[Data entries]
=== Begin Enclosure ===

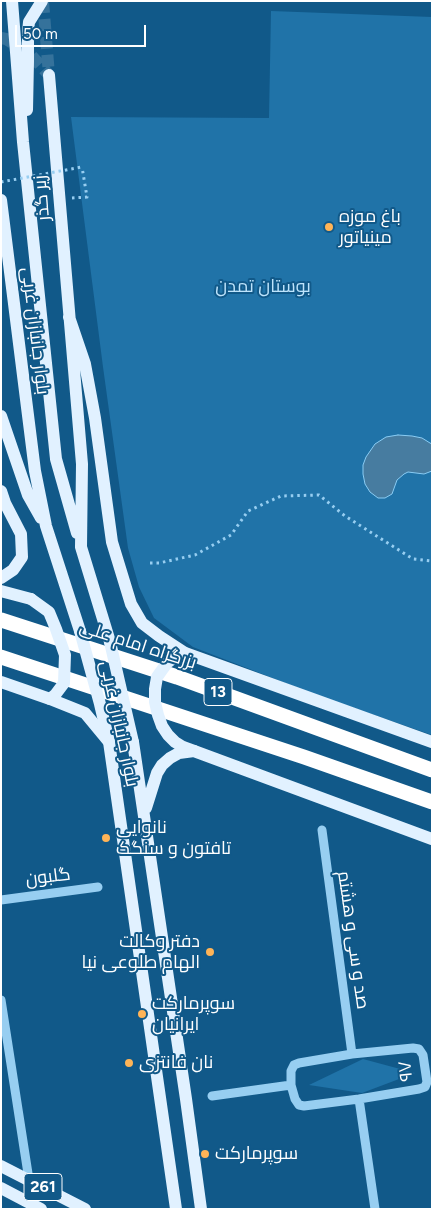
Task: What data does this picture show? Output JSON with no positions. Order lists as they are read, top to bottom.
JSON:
{
  "streets": {
    "highway": ["بزرگراه امام علی", "13"],
    "main road": ["زیر گذر", "بلوار جانبازان غربی", "261"],
    "street": ["گلبون", "صد و سی و هشتم", "۹۷"]
  },
  "crossings": [
    ["زیر گذر", "بلوار جانبازان غربی"],
    ["صد و سی و هشتم", "۹۷"]
  ],
  "parks": ["بوستان تمدن"],
  "places": [
    "باغ موزه مینیاتور",
    "نانوایی تافتون و سنگک",
    "دفتر وکالت الهام طلوعی نیا",
    "سوپرمارکت ایرانیان",
    "نان فانتزی",
    "سوپرمارکت"
  ],
  "scale_bar": "50 m"
}
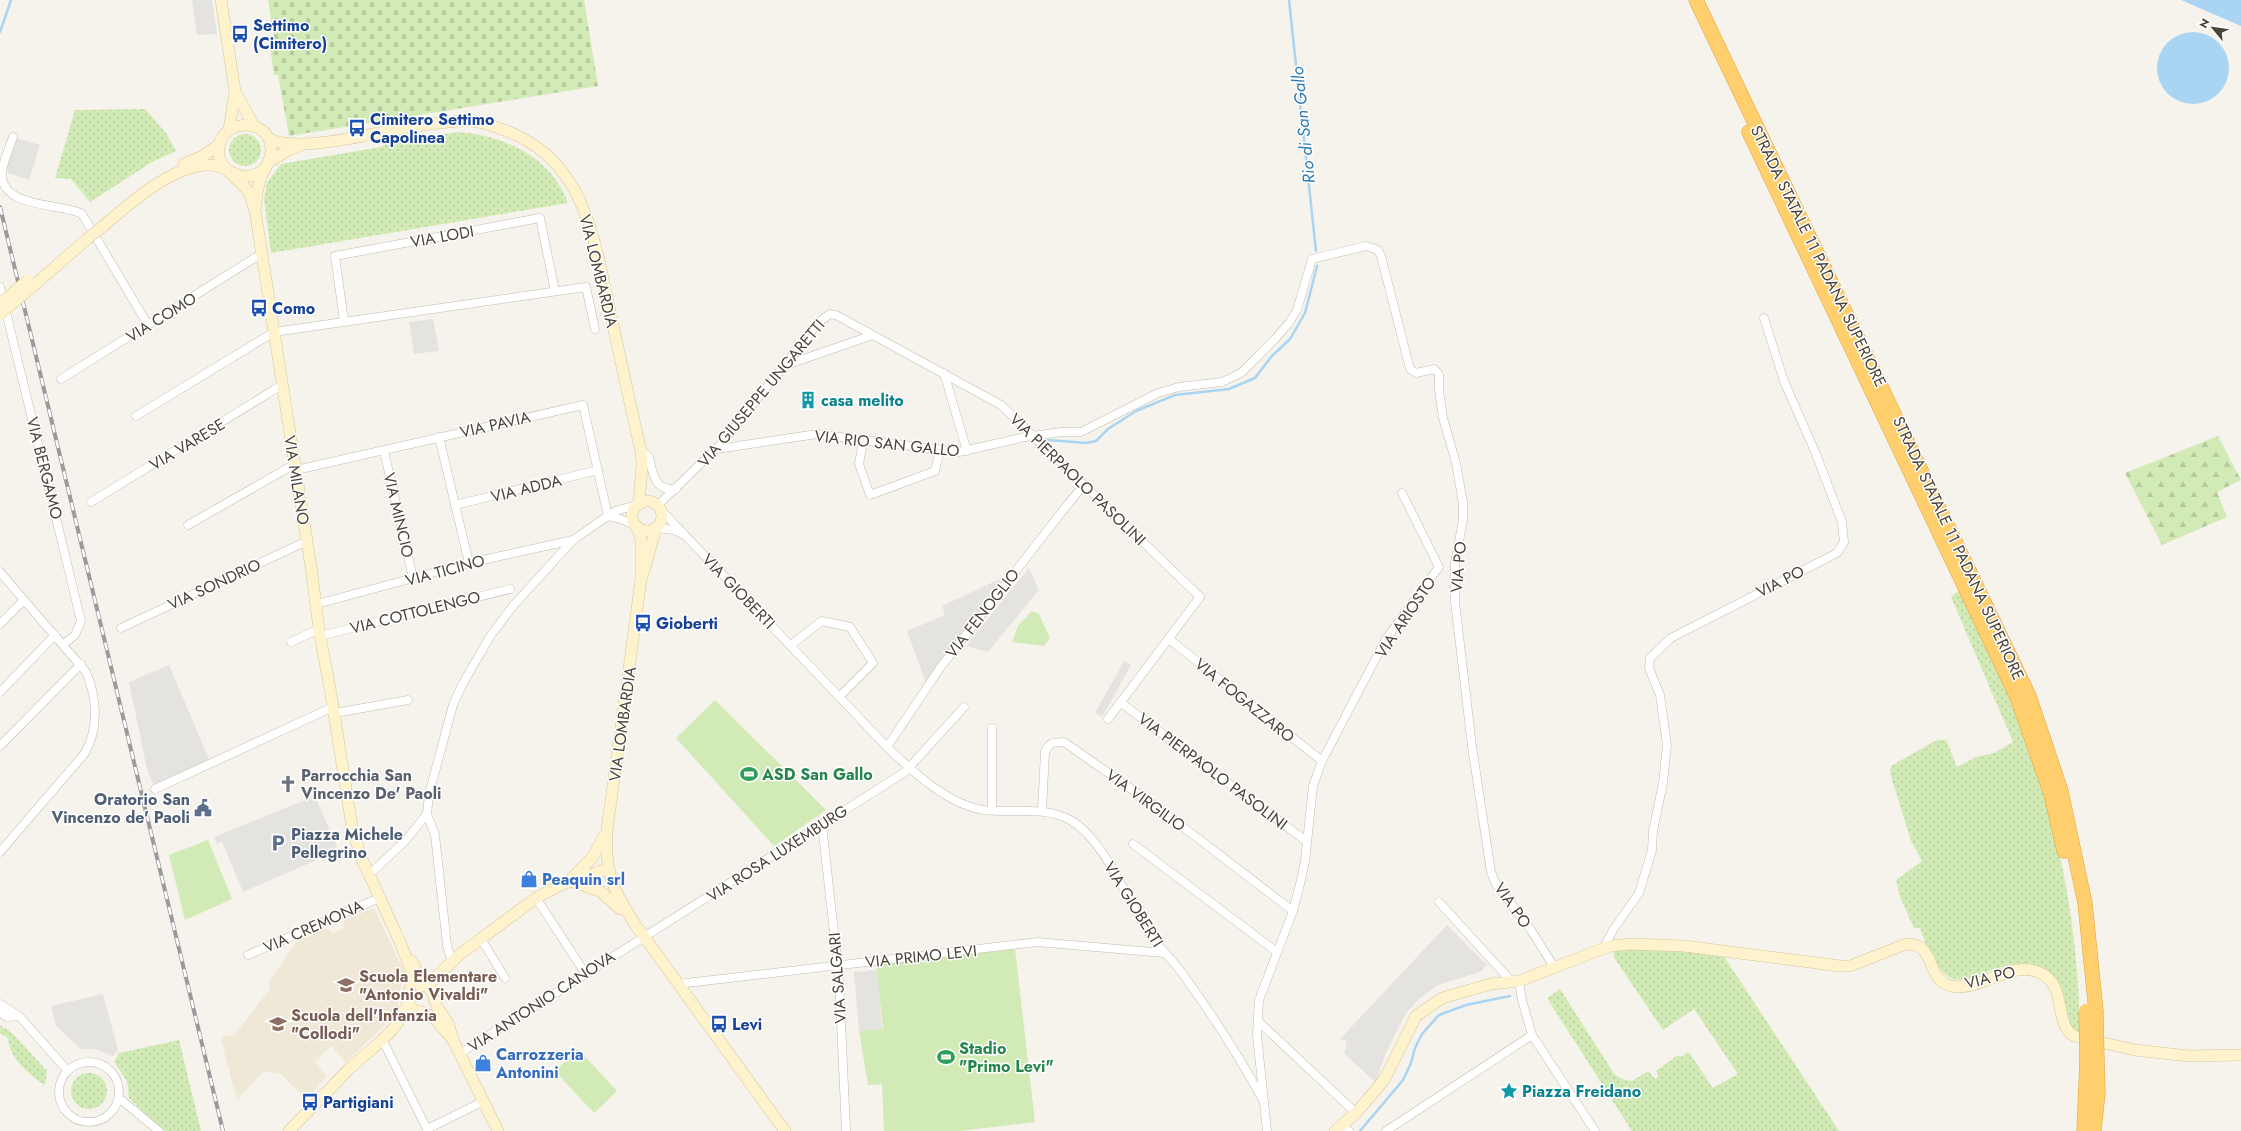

=== End Enclosure ===

[EXERCISE OBJECTIVE]: Could you retype every record exactly, leaving the pictures out?

[RESULT OF THE EXERCISE]:
Task: What data does this picture show? Output JSON with no positions. Order lists as they are read, top to bottom.
JSON:
{
  "streets": {
    "highway": ["بزرگراه امام علی", "13"],
    "main road": ["زیر گذر", "بلوار جانبازان غربی", "261"],
    "street": ["گلبون", "صد و سی و هشتم", "۹۷"]
  },
  "crossings": [
    ["زیر گذر", "بلوار جانبازان غربی"],
    ["صد و سی و هشتم", "۹۷"]
  ],
  "parks": ["بوستان تمدن"],
  "places": [
    "باغ موزه مینیاتور",
    "نانوایی تافتون و سنگک",
    "دفتر وکالت الهام طلوعی نیا",
    "سوپرمارکت ایرانیان",
    "نان فانتزی",
    "سوپرمارکت"
  ],
  "scale_bar": "50 m"
}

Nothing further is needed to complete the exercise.